# WORK REQUIRED
With both ends included, repeat exactly the lines of the entries below from the one containing "position:relative; width:1763px; height:1170px;" down to the one containing "inset:0; background:#81c781; transform-origin:0", and no others.

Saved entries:

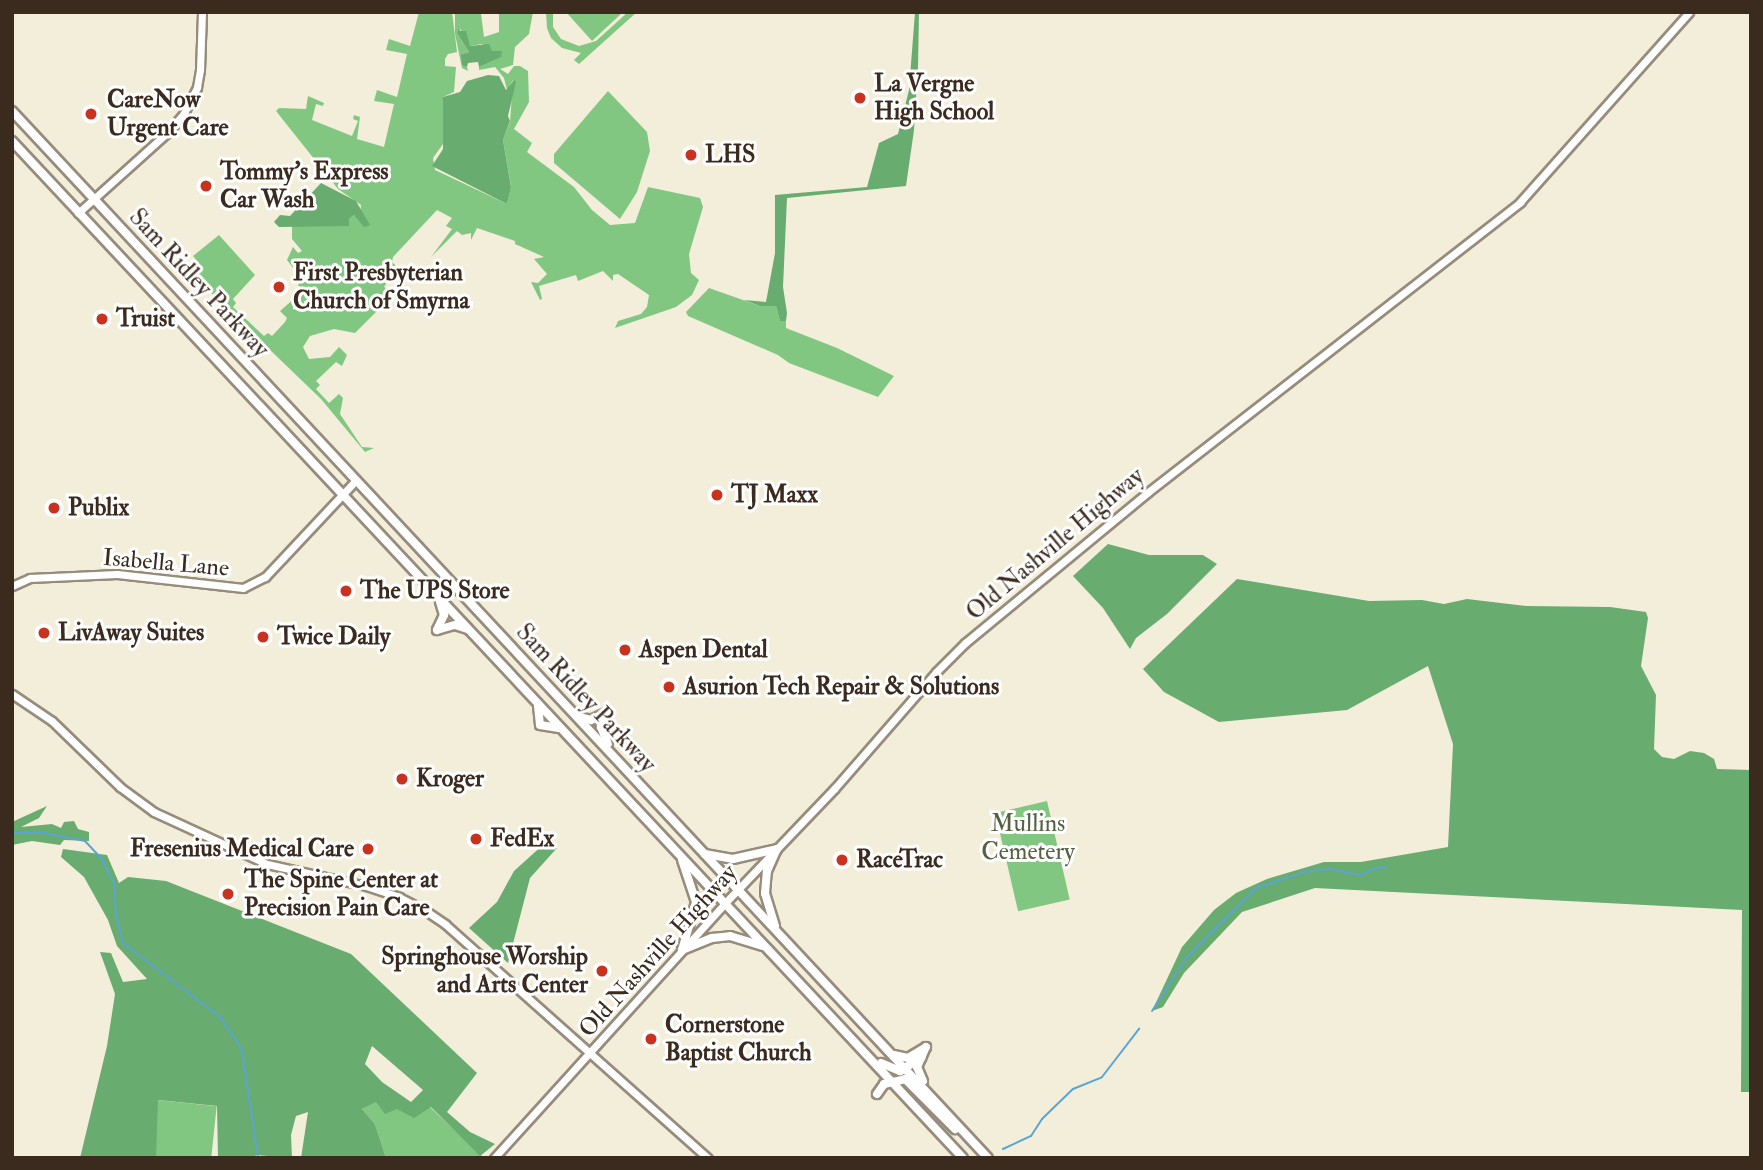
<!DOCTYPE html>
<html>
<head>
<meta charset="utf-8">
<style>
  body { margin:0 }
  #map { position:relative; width:1763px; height:1170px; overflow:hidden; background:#f3eeda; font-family:"IM FELL Double Pica",serif }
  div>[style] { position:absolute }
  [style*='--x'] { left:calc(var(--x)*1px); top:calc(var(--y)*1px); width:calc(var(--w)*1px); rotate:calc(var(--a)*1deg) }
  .green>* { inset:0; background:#81c781; transform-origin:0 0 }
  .forest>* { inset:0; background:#68ac6f }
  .stream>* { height:2px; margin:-1px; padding:0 1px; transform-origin:1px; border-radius:1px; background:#5aa5d2 }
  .roads { filter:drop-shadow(2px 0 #978c7c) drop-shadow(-2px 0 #978c7c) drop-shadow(0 2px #978c7c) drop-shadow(0 -2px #978c7c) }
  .secondary>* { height:7px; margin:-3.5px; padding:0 3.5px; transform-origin:3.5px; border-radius:3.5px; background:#fff }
  .primary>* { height:8px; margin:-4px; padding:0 4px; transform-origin:4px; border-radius:4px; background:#fff }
  .dots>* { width:19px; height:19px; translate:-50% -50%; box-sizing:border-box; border:4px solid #fff; border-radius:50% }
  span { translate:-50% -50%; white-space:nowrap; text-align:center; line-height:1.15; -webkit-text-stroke:6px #fff; paint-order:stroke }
  .poi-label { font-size:24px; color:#3b2a1e; font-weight:700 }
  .left { translate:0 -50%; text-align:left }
  .right { translate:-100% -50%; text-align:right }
  .street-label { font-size:24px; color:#3b2a1e }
  .park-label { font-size:24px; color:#546141 }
  .frame { position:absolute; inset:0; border:14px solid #3b2a1e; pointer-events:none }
</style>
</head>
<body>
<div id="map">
  <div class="green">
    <div style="clip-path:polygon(419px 12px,452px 12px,457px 52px,448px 54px,445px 59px,445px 66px,456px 67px,454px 92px,443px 97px,443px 144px,433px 158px,435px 170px,507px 204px,511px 186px,503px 140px,510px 122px,513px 80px,507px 90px,504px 78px,495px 67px,479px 70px,479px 67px,500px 57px,482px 44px,470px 46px,459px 27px,457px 33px,469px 52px,466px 53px,462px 64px,467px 67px,468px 71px,462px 68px,455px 34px,455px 12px,488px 12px,481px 14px,484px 37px,499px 32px,499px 13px,491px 12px,533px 12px,529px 34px,515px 47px,513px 65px,500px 69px,508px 74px,514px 66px,520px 66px,528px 71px,529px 102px,514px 129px,532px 143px,527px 152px,574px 187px,592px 210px,610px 225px,635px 223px,648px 187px,700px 198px,703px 207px,689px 254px,691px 273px,699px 280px,692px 295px,676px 307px,615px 328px,618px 321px,641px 314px,647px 307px,649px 295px,618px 274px,613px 275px,613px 281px,624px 292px,603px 271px,578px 281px,576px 275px,539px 286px,542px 299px,540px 300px,531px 282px,538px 283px,547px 274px,534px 259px,544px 257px,515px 244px,515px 241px,477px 228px,471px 240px,471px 233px,462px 235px,457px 231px,431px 257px,452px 229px,446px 226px,452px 218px,437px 210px,393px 257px,392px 262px,400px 270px,399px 276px,391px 276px,384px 287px,395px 293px,355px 333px,334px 329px,310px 336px,303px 347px,309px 359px,330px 357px,339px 347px,347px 355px,342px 366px,336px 362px,316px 381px,320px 385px,316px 389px,329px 403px,339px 394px,343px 398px,340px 414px,362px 447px,374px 448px,365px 452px,321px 399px,183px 266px,186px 262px,196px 272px,202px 267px,193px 256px,219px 235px,255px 275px,233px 299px,236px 303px,233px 307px,264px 336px,268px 333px,272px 336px,285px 322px,287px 318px,280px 311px,303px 291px,298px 285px,302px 279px,287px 260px,293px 247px,298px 253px,302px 251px,292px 239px,292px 226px,348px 226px,349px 219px,354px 215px,360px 219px,361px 205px,338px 189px,276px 111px,279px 108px,306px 109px,308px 96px,324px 103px,323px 106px,316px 104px,312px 120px,352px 136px,358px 121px,353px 119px,354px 115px,360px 117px,357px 139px,384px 147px,394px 104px,374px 101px,377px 90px,397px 97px,407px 54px,386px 50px,389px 39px,410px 46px)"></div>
    <div style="clip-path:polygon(546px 12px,553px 12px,553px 27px,561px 39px,579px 46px,596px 41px,628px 12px,637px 12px,579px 64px,574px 60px,581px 53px,562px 48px,551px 38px,547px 28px)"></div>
    <div style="clip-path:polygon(566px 12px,623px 12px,592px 41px)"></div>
    <div style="clip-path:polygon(608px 91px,647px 132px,650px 151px,637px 192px,620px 219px,554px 163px,554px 154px)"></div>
    <div style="clip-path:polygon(709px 288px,760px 306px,776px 306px,780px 321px,786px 321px,786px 328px,837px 348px,894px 376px,878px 397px,789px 363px,778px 355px,688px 316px,686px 312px)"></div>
    <div style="left:1047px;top:801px;width:101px;height:53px;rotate:77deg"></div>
    <div style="left:157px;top:1100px;width:60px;height:58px;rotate:6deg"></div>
    <div style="clip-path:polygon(377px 1101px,397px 1108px,430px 1107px,483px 1157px,386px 1158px,375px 1124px,362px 1109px)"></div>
  </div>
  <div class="forest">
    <div style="clip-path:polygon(915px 12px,919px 12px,918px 67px,914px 130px,906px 186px,787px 198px,783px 287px,787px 313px,786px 321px,780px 321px,776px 306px,760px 306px,744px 300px,766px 302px,775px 253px,775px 195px,867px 187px,879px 143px,898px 134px,909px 90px)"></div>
    <div style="clip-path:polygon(459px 26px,460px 31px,466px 31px,470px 46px,489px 44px,492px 51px,502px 51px,501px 57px,479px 67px,478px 62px,468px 63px,467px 67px,462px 65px,461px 55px,469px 52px,457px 33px)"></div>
    <div style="clip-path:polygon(488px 75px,499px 76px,506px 90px,514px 80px,516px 82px,508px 116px,510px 121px,503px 140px,511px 187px,507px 204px,432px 166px,443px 149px,443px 97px,460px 92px,467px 81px)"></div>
    <div style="clip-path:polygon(321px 183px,356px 201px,370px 225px,364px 227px,354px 215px,349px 219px,349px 226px,279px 227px,274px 222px,280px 215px,290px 216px)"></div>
    <div style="clip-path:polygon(1108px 544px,1149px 555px,1203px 555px,1217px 564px,1167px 614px,1136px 638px,1130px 649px,1103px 608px,1073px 576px)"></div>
    <div style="clip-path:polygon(1237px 579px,1369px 601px,1422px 600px,1444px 604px,1467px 599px,1527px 606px,1610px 607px,1646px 612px,1648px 618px,1641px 666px,1656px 695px,1654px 749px,1662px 757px,1674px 759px,1690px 751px,1704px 753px,1714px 759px,1717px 769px,1751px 770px,1751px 1092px,1741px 1092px,1742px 910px,1315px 888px,1242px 912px,1184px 973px,1163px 1007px,1152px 1011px,1182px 947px,1214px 910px,1236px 893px,1267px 879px,1324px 862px,1361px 862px,1448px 847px,1453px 744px,1428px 666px,1347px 710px,1219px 722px,1164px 692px,1143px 669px)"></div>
    <div style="clip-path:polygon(47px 806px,39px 818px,21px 827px,52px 824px,61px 828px,64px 822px,74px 821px,78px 829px,89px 832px,89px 841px,64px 840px,60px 845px,32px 841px,12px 845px,12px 822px)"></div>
    <div style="clip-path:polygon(545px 843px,557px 848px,530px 878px,508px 963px,469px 928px,497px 902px,514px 871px)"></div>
    <div style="clip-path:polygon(evenodd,63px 849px,107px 855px,119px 883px,128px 877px,166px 881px,351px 954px,477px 1073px,447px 1112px,470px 1132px,495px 1144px,480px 1156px,431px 1107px,414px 1118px,397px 1109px,385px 1114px,376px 1102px,362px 1109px,375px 1124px,386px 1158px,301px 1158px,308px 1112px,296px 1116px,291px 1135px,292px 1158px,256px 1155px,254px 1158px,218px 1158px,217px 1106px,158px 1100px,156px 1158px,80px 1158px,107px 1046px,115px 994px,100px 952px,111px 953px,123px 982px,147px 979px,117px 946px,108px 920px,84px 877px,61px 857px,63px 849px,372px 1046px,423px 1090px,411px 1102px,382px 1082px,365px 1064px,372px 1046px)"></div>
  </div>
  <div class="stream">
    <div style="--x:12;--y:833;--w:32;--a:0"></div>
    <div style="--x:44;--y:833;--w:42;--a:11"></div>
    <div style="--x:85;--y:841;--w:25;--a:47"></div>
    <div style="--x:102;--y:859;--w:28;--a:64"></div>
    <div style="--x:114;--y:884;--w:31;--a:86"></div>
    <div style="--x:116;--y:915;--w:29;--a:76"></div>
    <div style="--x:123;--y:943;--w:122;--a:37.3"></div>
    <div style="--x:220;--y:1017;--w:40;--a:56"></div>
    <div style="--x:242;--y:1050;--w:109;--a:81.6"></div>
    <div style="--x:1152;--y:1011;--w:64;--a:-57.1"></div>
    <div style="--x:1187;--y:957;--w:98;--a:-45"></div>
    <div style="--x:1256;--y:888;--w:51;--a:-18.4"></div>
    <div style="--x:1304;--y:872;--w:25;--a:-7"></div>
    <div style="--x:1329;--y:869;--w:33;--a:11"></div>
    <div style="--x:1361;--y:875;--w:17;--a:-25"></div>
    <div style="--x:1376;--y:868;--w:10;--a:-6"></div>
    <div style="--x:1003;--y:1149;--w:31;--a:-25"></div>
    <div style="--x:1031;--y:1136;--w:20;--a:-57"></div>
    <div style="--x:1042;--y:1119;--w:43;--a:-44.1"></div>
    <div style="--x:1073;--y:1089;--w:31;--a:-22"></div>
    <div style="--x:1102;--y:1077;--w:61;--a:-52.4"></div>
  </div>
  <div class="roads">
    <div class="secondary">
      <div style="--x:78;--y:213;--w:122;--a:-42"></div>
      <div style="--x:169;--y:131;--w:23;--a:-50"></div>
      <div style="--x:184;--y:113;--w:29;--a:-63"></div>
      <div style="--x:197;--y:87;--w:17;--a:-80"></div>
      <div style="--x:200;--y:70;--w:58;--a:-88"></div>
      <div style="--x:12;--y:586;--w:20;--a:-24"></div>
      <div style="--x:30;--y:578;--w:87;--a:-2.6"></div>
      <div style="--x:117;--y:574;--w:127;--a:6.3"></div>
      <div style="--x:243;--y:588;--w:25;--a:-27"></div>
      <div style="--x:265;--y:577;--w:133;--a:-46.8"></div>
      <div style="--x:12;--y:694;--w:48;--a:34"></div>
      <div style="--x:52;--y:721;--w:95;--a:44.1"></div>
      <div style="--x:120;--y:787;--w:42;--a:36.3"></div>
      <div style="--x:154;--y:812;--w:124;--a:24.7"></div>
      <div style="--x:267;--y:864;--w:101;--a:12.5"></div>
      <div style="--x:366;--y:886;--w:35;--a:18"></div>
      <div style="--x:399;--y:897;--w:27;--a:27"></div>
      <div style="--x:423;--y:909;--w:27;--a:34"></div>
      <div style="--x:445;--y:924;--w:352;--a:41.7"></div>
      <div style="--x:494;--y:1158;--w:344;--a:-47.8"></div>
      <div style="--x:725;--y:903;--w:158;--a:-46.3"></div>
      <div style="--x:834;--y:789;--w:155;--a:-48.9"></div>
      <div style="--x:936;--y:672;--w:41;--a:-45"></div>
      <div style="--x:965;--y:643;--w:237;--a:-39.5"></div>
      <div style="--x:1148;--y:492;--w:472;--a:-37.9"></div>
      <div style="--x:1520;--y:202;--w:254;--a:-48.3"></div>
    </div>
    <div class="primary">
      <div style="--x:12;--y:111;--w:1431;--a:47.01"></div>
      <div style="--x:12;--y:141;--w:1392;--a:46.92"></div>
      <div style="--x:437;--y:630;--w:17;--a:-65"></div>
      <div style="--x:444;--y:615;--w:14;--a:-107"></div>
      <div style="--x:437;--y:630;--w:19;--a:-16"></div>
      <div style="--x:455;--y:625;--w:13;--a:18"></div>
      <div style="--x:538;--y:706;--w:19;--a:84"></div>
      <div style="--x:540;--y:725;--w:19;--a:9"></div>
      <div style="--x:606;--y:713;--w:15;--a:110"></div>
      <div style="--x:601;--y:727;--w:18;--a:68"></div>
      <div style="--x:579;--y:717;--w:12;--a:14"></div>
      <div style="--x:591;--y:720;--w:17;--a:-25"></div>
      <div style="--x:705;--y:854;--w:28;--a:10"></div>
      <div style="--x:733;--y:859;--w:45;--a:-12.8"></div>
      <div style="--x:775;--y:926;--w:34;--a:-107"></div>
      <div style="--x:765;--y:893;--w:22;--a:-85"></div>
      <div style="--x:767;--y:871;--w:24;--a:-66"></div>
      <div style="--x:682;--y:950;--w:50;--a:-73.7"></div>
      <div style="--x:696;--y:902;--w:44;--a:-108.4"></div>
      <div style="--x:682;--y:950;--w:32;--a:-22"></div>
      <div style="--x:712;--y:938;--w:18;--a:-6"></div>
      <div style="--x:730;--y:936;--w:34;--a:17"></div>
      <div style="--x:894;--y:1055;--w:14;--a:12"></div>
      <div style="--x:908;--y:1058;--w:21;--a:-31"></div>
      <div style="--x:881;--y:1063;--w:21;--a:23"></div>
      <div style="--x:900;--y:1071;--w:25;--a:-32"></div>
      <div style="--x:923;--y:1081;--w:15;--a:-113"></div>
      <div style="--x:917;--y:1067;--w:22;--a:-66"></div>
      <div style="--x:877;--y:1094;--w:12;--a:-55"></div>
      <div style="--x:884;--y:1084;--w:22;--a:-13"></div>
      <div style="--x:905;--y:1079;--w:71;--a:45"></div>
    </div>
  </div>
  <div class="dots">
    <div style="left:860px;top:98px;background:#c8321e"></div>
    <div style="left:91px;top:114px;background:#c8321e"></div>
    <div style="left:691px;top:155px;background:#c8321e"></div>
    <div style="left:206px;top:186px;background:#c8321e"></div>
    <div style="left:279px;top:287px;background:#c8321e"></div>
    <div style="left:102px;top:319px;background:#c8321e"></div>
    <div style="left:717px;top:495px;background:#c8321e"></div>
    <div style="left:54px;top:508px;background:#c8321e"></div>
    <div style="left:346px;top:591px;background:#c8321e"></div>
    <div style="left:44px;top:633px;background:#c8321e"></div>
    <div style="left:263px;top:637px;background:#c8321e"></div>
    <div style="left:625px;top:650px;background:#c8321e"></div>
    <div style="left:669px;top:687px;background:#c8321e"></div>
    <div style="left:402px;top:779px;background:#c8321e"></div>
    <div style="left:476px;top:839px;background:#c8321e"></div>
    <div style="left:368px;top:849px;background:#c8321e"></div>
    <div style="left:842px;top:860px;background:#c8321e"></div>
    <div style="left:228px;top:894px;background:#c8321e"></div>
    <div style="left:602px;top:971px;background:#c8321e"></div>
    <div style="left:651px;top:1039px;background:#c8321e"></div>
  </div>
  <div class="poi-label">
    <span class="left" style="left:874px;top:98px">La Vergne<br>High School</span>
    <span class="left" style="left:107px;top:114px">CareNow<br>Urgent Care</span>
    <span class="left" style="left:705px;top:155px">LHS</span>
    <span class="left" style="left:220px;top:186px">Tommy's Express<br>Car Wash</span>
    <span class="left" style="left:293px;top:287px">First Presbyterian<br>Church of Smyrna</span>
    <span class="left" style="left:116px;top:319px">Truist</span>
    <span class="left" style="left:731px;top:495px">TJ Maxx</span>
    <span class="left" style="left:68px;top:508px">Publix</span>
    <span class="left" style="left:360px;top:591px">The UPS Store</span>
    <span class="left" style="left:58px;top:633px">LivAway Suites</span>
    <span class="left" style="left:277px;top:637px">Twice Daily</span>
    <span class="left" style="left:639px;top:650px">Aspen Dental</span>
    <span class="left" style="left:683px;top:687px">Asurion Tech Repair &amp; Solutions</span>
    <span class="left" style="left:416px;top:779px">Kroger</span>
    <span class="left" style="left:490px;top:839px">FedEx</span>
    <span class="right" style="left:354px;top:849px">Fresenius Medical Care</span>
    <span class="left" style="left:856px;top:860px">RaceTrac</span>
    <span class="left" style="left:244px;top:894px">The Spine Center at<br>Precision Pain Care</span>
    <span class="right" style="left:588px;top:971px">Springhouse Worship<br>and Arts Center</span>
    <span class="left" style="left:665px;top:1039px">Cornerstone<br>Baptist Church</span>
  </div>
  <div class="street-label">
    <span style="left:199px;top:283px;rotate:47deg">Sam Ridley Parkway</span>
    <span style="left:1055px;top:544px;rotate:-40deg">Old Nashville Highway</span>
    <span style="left:166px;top:563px;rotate:5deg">Isabella Lane</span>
    <span style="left:586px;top:698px;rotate:47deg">Sam Ridley Parkway</span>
    <span style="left:658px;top:951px;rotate:-48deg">Old Nashville Highway</span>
  </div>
  <div class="park-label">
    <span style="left:1028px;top:838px">Mullins<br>Cemetery</span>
  </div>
  <div class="frame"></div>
</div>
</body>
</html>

# FINAL ANSWER
  #map { position:relative; width:1763px; height:1170px; overflow:hidden; background:#f3eeda; font-family:"IM FELL Double Pica",serif }
  div>[style] { position:absolute }
  [style*='--x'] { left:calc(var(--x)*1px); top:calc(var(--y)*1px); width:calc(var(--w)*1px); rotate:calc(var(--a)*1deg) }
  .green>* { inset:0; background:#81c781; transform-origin:0 0 }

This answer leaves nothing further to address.